Mais voici son récit de cette journée historique :

« Tout le monde est sur les dents. La 602 fait une sortie à 3h55, une autre à 9 heures, une à 12 heures, une à 17h30 et finalement une à 20h35. Je participe aux deux dernières.

Il est difficile de donner une impression d’ensemble du débarquement tel que nous l’avons vu à vol d’oiseau.

La Manche est encombrée par un inextricable fouillis de navires de guerre, de bateaux de commerce de tout tonnages, de pétroliers, de transporteurs de tanks, de dragueurs de mines, tous traînant le petit ballon de barrage, argenté au bout d’une ficelle.

Nous croisons une demi-douzaine de remorqueurs peinant, fumant et souffant, qui traînent une espèce d’énorme tour en béton juchée sur un coffre grand comme un dock flottant – c’est un élément de port préfabriqué, appelé ‘Mulberry’.

Le temps n’est pas fameux. La Manche est hachée de vagues courtes et nerveuses qui semblent éprouver les petits bâtiments. Les nuages bas nous obligent à descendre au-dessous de l’altitude Z prévue, et à sortir des couloirs de sécurité. C’est ainsi que nous croisons d’un peu trop près un croiseur de dix mille tonnes de la classe ‘Southampton’, escorté de quatre grosses vedettes lance-torpilles. Le croiseur amorce immédiatement un zigzag éperdu, et signale à la lampe des tas de choses violentes que personne ne comprend. Personnellement je n’ai jamais pu assimiler le morse, et encore moins le morse visuel. Pour éviter des ennuis avec sa DCA, nous lui tournons le dos à toute vitesse…

Nous longeons la péninsule du Contentin. Il y a des incendies tout le long de la côte; un torpilleur entouré de petites embarcations coule près d’une île.

Notre zone de patrouille est comprise entre Montebourg et Carentan, et a pour nom de code Utah Beach. Nous couvrons les 101e et 82e divisions aéroportées américaines tandis que la 4e division qui vient de débarquer marche sur Sainte-Mère-l’-Eglise. On ne voit pas grand chose. Des maisons isolées flambent. Quelques jeeps sur les routes. Du côté allemand, pratiquement rien.
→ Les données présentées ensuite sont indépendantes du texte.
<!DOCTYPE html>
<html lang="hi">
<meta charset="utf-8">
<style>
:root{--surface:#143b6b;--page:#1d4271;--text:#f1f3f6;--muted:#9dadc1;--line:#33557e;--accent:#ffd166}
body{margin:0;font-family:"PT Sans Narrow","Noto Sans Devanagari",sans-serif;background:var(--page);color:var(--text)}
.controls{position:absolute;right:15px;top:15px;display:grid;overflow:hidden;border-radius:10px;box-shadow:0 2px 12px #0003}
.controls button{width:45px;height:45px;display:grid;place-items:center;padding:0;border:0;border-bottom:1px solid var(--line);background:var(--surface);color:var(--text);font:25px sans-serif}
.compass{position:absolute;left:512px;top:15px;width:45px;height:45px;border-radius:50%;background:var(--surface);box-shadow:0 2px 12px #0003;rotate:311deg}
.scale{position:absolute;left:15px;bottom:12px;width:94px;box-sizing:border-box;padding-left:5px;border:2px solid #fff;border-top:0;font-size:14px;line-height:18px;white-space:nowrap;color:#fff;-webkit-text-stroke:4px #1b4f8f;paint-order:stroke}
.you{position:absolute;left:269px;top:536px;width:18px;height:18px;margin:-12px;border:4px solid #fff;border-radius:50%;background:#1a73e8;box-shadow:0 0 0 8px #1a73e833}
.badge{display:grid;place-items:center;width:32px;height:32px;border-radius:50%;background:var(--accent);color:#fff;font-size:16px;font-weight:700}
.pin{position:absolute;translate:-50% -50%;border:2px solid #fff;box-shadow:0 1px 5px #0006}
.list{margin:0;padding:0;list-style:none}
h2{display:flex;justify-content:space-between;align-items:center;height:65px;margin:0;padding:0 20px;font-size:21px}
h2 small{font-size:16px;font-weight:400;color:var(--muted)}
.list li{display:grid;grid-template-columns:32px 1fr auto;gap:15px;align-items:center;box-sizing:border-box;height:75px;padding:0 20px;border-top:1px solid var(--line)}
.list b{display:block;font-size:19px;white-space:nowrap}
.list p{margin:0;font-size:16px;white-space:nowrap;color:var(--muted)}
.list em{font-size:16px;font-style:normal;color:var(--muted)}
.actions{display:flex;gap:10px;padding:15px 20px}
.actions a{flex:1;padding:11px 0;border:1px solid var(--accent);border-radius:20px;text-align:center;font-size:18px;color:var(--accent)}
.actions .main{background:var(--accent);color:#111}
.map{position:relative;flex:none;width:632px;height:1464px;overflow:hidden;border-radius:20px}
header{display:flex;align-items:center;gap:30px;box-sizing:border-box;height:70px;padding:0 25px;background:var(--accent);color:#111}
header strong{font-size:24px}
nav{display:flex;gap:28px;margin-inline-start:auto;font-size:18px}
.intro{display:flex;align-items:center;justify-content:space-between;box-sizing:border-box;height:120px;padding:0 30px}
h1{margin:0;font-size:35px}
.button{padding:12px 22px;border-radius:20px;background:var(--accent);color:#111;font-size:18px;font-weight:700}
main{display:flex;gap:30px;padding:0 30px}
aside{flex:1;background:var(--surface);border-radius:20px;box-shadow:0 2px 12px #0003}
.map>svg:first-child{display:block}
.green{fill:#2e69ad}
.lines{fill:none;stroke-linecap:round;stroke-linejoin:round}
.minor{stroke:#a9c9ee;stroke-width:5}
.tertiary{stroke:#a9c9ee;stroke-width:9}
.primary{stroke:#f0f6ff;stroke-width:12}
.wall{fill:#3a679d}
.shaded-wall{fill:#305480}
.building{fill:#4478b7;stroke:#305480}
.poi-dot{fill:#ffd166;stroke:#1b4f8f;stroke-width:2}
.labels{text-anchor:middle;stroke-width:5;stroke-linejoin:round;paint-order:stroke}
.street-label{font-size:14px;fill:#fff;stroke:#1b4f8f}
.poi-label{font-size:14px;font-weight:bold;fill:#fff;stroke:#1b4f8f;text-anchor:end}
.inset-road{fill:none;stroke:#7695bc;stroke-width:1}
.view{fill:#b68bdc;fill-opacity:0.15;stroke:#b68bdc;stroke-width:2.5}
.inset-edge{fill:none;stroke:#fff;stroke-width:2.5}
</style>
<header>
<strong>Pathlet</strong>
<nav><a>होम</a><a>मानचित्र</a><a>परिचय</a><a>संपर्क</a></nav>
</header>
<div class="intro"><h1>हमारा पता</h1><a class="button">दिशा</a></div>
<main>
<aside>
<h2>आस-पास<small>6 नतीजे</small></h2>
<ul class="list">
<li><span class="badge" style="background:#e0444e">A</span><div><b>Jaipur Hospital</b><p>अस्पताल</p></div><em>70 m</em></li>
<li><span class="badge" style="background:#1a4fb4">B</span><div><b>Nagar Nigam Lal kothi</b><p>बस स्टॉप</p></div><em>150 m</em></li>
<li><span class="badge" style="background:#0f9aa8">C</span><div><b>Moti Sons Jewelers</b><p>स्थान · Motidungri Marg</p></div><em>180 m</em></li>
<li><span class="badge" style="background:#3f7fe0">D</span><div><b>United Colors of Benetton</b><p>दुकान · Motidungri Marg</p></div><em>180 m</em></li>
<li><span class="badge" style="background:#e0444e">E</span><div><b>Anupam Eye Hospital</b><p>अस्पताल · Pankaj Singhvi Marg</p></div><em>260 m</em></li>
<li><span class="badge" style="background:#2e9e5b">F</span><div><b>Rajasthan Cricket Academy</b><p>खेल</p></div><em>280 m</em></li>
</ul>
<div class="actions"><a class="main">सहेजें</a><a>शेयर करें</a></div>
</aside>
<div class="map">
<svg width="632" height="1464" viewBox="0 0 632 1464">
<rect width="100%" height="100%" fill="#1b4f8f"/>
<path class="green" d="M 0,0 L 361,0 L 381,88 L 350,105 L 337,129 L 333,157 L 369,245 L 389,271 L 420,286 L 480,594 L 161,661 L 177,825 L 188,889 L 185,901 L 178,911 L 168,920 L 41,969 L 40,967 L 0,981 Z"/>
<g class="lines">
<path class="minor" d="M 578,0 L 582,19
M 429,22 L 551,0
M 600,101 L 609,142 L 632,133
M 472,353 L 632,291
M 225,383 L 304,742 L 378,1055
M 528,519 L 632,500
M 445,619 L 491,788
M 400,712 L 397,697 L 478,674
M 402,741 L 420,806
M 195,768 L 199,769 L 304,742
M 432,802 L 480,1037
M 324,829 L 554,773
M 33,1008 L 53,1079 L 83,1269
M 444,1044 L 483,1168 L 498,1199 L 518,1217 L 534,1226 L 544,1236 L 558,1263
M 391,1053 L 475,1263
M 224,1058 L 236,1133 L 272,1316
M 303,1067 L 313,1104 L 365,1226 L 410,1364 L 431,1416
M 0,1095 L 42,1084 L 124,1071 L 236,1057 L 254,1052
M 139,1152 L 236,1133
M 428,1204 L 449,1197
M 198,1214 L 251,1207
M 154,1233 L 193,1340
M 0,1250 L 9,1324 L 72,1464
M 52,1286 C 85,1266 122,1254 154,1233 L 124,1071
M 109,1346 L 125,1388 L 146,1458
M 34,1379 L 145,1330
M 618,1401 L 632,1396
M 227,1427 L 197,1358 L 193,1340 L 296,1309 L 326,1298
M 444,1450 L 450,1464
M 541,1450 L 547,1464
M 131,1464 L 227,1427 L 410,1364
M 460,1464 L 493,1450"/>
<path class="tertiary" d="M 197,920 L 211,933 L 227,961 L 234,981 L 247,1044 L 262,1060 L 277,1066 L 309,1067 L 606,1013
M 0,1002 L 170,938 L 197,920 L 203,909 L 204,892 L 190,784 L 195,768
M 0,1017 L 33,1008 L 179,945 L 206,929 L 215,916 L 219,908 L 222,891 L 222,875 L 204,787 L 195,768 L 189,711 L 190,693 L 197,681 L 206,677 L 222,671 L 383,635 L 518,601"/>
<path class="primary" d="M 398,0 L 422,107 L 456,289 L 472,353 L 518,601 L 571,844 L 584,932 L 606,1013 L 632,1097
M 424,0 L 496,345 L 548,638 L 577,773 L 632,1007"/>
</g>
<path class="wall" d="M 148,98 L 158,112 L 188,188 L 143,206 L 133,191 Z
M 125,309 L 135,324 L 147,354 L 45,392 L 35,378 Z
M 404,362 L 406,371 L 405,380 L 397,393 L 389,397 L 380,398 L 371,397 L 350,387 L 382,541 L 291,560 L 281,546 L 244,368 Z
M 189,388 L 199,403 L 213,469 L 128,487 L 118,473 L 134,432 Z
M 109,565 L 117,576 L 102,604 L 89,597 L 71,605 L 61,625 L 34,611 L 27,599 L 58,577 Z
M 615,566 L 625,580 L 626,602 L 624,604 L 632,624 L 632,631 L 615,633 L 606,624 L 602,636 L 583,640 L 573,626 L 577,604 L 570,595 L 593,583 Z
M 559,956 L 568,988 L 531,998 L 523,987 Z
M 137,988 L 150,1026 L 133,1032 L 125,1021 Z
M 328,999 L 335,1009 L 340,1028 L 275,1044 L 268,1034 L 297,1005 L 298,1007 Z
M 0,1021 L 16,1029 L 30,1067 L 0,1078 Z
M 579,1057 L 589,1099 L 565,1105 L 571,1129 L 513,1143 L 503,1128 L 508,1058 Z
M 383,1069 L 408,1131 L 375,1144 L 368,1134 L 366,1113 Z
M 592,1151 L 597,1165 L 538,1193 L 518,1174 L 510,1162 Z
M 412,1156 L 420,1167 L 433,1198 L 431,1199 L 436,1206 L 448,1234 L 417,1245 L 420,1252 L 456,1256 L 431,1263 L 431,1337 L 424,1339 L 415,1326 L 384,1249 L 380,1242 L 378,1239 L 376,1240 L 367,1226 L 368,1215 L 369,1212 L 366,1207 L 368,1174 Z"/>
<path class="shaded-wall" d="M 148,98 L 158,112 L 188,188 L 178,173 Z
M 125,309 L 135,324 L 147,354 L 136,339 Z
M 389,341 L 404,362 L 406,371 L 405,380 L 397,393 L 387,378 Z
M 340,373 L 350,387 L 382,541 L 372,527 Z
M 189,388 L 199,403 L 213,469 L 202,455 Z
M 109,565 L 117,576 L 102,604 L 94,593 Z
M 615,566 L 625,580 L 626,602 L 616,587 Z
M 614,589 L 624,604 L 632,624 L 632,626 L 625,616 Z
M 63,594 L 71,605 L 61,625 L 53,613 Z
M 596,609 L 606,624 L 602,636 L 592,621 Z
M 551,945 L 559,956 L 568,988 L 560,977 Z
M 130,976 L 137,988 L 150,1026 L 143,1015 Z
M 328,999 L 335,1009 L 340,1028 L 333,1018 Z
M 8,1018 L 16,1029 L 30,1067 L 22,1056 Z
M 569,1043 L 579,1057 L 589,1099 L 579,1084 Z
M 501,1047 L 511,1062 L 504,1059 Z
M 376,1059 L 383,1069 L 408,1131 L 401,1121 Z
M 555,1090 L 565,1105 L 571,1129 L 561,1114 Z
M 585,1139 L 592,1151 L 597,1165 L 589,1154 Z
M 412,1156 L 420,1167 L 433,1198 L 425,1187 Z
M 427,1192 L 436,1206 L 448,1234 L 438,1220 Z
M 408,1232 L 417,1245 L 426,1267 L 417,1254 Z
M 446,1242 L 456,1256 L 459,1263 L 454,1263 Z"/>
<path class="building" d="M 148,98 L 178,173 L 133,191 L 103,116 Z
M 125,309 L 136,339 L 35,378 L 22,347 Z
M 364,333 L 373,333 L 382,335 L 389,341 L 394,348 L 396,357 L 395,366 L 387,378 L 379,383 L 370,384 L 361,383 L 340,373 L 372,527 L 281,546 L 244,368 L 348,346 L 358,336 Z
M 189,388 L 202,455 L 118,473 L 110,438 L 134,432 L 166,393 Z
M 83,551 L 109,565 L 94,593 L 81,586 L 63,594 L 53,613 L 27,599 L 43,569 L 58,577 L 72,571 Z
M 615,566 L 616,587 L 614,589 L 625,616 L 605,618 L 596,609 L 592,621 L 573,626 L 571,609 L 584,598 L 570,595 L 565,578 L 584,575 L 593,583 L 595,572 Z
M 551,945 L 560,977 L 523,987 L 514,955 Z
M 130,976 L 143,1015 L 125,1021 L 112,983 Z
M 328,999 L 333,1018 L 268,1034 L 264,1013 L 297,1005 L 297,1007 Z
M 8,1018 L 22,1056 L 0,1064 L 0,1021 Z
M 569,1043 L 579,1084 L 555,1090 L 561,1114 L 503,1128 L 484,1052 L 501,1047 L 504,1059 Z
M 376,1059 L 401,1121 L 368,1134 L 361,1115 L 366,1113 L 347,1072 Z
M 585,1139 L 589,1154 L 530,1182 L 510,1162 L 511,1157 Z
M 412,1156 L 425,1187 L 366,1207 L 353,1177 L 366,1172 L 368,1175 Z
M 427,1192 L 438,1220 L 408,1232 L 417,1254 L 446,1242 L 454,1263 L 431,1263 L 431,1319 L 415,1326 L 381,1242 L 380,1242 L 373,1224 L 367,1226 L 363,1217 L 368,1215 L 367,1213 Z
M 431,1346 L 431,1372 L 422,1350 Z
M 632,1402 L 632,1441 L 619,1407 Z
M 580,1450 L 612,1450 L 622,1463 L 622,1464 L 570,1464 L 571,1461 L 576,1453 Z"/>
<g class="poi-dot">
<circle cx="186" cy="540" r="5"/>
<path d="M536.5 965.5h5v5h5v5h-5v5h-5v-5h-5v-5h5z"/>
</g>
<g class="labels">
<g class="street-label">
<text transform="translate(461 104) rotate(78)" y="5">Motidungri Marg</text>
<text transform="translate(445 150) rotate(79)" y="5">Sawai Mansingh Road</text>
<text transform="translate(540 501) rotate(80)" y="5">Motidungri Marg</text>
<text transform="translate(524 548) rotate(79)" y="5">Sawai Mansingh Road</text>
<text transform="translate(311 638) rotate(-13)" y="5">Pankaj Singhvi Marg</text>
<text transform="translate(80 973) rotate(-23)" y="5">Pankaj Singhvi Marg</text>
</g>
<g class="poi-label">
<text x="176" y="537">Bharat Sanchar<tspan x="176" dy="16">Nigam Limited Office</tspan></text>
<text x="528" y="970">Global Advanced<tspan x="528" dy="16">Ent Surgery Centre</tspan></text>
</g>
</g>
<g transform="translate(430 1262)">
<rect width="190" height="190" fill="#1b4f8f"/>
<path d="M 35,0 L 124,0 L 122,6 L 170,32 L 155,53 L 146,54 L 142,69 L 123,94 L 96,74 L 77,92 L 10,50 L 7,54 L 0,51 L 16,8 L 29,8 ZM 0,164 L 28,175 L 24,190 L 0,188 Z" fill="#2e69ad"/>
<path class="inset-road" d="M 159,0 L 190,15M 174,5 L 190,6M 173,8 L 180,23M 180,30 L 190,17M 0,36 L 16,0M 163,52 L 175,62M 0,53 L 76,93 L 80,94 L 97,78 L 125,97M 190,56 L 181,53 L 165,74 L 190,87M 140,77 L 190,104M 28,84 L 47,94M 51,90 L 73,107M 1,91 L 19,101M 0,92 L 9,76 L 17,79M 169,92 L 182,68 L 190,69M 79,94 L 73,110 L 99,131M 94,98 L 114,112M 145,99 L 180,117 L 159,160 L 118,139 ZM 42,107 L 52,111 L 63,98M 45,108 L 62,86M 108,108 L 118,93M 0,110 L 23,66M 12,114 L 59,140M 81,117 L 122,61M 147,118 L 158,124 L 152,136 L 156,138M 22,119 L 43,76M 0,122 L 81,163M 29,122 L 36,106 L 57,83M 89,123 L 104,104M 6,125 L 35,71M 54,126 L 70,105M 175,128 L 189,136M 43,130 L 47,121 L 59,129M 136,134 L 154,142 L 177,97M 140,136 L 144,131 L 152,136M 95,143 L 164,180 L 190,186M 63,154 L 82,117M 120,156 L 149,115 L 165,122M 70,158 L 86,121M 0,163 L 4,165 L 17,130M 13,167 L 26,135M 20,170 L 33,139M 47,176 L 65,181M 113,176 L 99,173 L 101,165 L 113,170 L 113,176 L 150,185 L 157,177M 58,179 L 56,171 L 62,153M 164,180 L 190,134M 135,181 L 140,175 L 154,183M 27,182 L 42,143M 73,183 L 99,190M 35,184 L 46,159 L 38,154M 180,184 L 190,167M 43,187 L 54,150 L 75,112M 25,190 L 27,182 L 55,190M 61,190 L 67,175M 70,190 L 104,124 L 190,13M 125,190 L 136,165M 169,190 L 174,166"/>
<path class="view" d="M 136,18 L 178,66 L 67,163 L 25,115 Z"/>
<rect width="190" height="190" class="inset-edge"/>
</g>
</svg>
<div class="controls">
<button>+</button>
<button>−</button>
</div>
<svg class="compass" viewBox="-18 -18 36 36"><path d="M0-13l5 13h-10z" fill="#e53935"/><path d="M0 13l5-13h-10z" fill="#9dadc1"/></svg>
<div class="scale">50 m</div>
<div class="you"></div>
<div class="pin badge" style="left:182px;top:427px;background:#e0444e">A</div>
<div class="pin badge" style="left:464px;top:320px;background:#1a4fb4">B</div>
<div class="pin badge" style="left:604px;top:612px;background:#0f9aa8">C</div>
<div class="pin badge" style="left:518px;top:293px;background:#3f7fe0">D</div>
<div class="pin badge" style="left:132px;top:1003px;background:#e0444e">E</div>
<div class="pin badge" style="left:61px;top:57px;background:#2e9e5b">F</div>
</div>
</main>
Deux croiseurs bombardent des batteries côtières près du fort de l’Ilette.

Il y a des chasseurs américains plein le ciel, par paires. Ils se promènent un peu au hasard, nous foncent dessus, viennent nous renifler avec suspicion de très près. Quand ils paraissent trop agressifs, nous montrons les dents, et nous faisons face en dégageant. Un Mustang sortant d’un nuage en arrive même à tirer une rafale sur Graham. Le Mustang a de la chance, car Graham dont l’oeil est aussi bon que le caractère est mauvais ouvre le feu sur lui et le manque.

L’absence de réaction de la part de la Luftwaffe est bien étonnante. Aux derniers renseignements d’Intelligence, ils ont en France 385 bombardiers à long rayon d’action, 50 avions d’assaut, 750 chasseurs, 450 chasseurs bimoteurs de nuit, des avions de reconnaissance – au total 1750 avions de première ligne (*). Ces effectifs seront certainement renforcés sous peu si les terrains ne sont pas trop bombardés.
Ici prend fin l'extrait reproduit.